= RECORDS FOR PROCESSING =
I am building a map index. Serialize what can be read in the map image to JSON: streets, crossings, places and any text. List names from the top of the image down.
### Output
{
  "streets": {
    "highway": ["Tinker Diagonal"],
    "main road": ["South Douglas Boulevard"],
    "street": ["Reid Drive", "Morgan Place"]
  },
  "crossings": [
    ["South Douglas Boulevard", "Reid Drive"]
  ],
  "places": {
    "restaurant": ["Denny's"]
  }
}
...
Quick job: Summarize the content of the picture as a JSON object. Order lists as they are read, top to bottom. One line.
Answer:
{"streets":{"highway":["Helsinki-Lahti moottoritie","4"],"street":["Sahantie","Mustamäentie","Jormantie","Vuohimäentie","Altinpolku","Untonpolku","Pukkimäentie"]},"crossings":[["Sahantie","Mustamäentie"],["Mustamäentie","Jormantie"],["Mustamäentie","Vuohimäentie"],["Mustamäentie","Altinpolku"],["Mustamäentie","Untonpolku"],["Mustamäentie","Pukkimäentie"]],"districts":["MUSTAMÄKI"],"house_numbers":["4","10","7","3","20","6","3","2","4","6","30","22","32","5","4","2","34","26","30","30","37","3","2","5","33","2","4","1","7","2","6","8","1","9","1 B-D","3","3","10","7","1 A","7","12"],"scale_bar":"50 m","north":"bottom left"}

= EXERCISE OBJECTIVE =
Go through the lines above and copy any that contain "JSON".

= EXERCISE OUTPUT =
I am building a map index. Serialize what can be read in the map image to JSON: streets, crossings, places and any text. List names from the top of the image down.
Quick job: Summarize the content of the picture as a JSON object. Order lists as they are read, top to bottom. One line.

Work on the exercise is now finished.